What we do have, for now, is an American system of health care - organic, grown up in markets, complicated, private for those under 65, and with plenty of flaws. Driven in part by a long-standing tax break, where pre-tax dollars are used to pay premiums. It isn't broken. It has flaws that can be identified and addressed, one by one. It will never be perfect and will never, unless we want to become Cuba, provide exactly equal levels of medical care to everyone.

Thursday, October 08, 2009

Waking Up

This must happen all the time. After surgery, or radiation, or one of the other dramatic things the medical profession does to us (often for very good reason) there is a period of recovery that includes a lot of discomfort, sleeplessness, disorientation and, well, drugs. It all becomes a muddle, until at some point - a point I reached last weekend - you say, enough. And you quit all the meds.

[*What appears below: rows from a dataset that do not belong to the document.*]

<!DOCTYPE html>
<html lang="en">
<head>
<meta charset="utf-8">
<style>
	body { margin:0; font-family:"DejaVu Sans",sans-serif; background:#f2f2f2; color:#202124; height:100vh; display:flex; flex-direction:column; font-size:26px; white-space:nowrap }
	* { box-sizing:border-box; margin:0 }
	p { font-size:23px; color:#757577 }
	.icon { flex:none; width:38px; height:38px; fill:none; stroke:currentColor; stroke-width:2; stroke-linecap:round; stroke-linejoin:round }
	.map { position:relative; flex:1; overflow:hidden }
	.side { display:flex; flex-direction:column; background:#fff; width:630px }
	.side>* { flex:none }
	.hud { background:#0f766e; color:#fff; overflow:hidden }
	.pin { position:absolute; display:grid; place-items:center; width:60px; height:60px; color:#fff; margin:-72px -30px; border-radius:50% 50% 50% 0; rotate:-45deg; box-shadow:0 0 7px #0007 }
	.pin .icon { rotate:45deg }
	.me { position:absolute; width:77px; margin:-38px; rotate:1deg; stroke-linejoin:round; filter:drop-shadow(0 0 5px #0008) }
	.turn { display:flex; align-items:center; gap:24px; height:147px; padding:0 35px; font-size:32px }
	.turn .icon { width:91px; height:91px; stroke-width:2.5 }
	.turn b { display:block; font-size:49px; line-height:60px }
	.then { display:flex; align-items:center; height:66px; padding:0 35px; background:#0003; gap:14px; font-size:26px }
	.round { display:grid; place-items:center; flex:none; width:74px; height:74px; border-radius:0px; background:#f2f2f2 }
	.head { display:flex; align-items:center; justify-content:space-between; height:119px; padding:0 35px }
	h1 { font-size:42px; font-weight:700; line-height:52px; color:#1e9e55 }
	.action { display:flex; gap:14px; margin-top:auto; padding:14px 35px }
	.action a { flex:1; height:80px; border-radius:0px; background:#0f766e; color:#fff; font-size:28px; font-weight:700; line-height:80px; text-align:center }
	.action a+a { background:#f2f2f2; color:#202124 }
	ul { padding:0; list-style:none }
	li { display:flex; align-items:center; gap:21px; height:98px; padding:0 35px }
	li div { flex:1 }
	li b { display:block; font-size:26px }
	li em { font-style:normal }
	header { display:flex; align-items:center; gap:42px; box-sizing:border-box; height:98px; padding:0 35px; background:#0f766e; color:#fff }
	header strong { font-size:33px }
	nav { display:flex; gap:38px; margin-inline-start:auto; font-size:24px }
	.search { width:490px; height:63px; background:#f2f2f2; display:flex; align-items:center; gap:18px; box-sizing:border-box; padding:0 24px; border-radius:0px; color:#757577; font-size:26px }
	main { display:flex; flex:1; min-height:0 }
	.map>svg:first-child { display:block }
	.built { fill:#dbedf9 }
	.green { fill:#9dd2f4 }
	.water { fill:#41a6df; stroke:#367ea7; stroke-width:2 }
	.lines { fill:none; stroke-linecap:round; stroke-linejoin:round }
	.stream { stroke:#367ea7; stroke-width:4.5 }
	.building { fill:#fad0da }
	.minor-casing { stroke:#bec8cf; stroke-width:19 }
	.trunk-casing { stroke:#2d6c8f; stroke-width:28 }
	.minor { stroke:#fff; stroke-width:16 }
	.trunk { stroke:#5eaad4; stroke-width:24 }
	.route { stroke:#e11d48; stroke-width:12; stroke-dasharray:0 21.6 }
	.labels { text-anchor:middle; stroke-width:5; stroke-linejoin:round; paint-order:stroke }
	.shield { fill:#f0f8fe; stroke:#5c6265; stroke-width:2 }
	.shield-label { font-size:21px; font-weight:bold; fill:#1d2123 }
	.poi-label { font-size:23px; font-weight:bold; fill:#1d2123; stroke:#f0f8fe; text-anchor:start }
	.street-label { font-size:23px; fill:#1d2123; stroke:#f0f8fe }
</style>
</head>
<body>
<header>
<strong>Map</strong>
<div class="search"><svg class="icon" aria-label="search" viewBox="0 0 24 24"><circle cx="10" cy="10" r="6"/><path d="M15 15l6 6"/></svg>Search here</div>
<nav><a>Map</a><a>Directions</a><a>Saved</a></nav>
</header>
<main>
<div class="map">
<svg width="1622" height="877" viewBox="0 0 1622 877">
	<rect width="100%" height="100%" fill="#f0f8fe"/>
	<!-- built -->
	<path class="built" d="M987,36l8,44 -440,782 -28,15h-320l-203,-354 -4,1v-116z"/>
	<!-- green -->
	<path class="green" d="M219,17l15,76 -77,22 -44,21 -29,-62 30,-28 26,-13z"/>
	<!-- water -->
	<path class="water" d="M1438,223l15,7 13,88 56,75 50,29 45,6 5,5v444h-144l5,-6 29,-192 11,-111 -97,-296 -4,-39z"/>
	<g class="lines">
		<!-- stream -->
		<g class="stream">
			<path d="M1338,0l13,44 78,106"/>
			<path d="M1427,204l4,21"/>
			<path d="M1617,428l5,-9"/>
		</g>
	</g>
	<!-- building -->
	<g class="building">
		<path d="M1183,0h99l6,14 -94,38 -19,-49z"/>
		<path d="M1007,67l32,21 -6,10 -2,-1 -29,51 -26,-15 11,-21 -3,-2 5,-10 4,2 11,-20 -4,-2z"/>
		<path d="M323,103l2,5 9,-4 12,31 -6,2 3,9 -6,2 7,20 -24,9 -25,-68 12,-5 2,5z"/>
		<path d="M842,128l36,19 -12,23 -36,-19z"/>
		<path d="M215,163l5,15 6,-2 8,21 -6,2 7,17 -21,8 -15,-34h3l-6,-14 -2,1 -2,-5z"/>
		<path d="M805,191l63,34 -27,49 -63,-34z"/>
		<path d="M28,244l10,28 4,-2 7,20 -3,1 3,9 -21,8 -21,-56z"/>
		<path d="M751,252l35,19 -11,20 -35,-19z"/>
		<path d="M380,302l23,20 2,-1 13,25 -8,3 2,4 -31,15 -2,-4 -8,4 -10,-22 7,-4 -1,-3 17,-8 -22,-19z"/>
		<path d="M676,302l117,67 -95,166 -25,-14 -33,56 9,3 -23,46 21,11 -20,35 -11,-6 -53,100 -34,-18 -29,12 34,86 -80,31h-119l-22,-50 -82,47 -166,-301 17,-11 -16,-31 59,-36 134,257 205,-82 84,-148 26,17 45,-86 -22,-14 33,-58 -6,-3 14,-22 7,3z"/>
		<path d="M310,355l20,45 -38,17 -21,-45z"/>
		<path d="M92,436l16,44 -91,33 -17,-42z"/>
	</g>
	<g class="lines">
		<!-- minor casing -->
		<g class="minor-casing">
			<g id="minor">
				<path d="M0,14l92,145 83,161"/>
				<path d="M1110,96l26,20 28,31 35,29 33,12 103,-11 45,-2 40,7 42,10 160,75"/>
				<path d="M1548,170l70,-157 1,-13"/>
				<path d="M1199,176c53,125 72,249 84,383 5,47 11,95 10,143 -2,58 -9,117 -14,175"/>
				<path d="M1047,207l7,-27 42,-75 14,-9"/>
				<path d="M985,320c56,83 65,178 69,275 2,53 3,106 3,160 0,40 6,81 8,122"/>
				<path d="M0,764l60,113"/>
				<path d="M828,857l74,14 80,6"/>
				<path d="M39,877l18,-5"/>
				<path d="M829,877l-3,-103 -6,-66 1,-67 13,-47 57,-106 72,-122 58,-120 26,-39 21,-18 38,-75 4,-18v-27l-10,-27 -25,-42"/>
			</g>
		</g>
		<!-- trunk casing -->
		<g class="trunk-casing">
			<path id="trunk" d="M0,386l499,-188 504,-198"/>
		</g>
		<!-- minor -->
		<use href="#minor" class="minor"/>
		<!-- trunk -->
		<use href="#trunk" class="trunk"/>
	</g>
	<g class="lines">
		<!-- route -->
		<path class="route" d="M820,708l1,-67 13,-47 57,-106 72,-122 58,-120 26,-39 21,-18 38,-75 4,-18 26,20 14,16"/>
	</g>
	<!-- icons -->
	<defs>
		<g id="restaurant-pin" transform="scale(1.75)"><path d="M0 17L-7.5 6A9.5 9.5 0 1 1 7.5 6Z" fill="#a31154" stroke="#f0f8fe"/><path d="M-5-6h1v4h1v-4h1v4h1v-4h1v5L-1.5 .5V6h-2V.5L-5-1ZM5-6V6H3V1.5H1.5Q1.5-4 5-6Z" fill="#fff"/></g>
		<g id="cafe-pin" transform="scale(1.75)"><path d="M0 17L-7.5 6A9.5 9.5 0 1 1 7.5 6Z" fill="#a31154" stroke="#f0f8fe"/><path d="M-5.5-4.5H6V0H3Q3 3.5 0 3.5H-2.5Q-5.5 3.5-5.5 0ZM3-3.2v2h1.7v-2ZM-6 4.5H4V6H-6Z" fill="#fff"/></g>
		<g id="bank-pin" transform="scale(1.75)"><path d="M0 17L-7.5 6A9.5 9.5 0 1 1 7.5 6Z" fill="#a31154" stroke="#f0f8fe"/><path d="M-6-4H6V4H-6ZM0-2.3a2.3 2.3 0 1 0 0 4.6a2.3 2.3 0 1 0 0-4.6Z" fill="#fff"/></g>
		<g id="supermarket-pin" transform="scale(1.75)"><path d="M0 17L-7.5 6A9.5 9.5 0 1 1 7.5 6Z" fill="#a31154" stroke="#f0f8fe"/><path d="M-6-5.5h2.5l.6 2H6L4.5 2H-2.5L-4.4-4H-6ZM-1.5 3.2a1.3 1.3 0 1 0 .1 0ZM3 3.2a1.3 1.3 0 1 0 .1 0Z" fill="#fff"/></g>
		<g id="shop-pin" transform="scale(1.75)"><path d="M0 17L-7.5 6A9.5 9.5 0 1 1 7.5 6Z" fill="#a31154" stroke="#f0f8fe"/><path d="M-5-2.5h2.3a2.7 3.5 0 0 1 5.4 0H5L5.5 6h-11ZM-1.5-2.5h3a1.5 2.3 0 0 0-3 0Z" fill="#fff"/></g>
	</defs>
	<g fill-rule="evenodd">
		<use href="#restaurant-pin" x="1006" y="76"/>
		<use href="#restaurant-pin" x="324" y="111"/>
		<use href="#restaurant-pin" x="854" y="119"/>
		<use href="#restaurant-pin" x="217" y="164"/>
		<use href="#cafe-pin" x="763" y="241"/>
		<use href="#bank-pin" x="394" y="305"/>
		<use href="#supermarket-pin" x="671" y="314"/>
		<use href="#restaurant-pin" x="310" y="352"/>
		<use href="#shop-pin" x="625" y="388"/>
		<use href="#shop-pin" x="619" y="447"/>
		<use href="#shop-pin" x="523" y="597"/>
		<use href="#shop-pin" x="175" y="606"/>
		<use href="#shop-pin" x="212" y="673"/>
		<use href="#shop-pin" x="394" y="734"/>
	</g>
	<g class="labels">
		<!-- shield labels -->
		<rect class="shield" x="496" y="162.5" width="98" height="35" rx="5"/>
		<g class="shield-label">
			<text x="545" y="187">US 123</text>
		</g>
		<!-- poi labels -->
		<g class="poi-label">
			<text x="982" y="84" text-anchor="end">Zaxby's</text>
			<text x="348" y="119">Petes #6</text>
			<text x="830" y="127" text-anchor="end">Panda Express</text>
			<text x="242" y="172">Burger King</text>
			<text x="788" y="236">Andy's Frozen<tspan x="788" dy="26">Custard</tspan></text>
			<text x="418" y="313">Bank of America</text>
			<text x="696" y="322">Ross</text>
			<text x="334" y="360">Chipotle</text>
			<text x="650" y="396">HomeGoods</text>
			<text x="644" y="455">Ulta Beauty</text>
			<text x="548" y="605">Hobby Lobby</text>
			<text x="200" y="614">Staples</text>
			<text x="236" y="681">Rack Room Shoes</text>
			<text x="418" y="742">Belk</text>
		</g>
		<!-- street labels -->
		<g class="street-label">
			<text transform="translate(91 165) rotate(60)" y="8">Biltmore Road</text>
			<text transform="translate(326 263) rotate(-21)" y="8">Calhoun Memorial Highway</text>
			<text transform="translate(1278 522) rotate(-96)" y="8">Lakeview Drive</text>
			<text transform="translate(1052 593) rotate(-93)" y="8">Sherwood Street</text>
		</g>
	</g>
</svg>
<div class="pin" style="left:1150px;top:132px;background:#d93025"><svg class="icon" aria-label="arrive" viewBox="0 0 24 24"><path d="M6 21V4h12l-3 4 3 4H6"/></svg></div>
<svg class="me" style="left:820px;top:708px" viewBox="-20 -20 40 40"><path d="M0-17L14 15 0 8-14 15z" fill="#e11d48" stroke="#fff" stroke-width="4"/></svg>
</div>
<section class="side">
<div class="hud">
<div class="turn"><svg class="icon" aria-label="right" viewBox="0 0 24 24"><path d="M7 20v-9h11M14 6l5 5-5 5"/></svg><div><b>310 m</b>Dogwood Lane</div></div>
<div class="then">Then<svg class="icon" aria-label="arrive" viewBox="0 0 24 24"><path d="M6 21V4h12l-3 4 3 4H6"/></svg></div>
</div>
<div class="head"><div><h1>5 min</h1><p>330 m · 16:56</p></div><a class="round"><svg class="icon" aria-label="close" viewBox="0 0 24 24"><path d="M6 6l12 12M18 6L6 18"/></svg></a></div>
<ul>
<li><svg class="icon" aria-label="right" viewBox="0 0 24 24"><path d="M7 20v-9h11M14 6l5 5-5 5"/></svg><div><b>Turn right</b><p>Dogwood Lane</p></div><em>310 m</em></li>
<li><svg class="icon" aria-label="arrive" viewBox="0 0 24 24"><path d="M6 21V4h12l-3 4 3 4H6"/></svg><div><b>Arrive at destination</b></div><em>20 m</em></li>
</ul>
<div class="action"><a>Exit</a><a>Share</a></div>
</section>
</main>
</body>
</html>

What happens next probably varies all over the place. In my case it didn't go too well at first and I grabbed for the anti-anxiety pills one of the many docs I have come to know had prescribed. But now I'm past that, and remarkably enough, tonight, on the heels of a really disastrous loss by the Cardinals to the Dodgers, I think I'm waking up.

Doesn't mean I feel like running a marathon or eating a cheeseburger. Still tired. But I'm getting to a level of clarity - and recognition that it's once again an interesting thing to be a man, husband, father, partner in a law firm, with a lot of people and things and events I'm responsible for.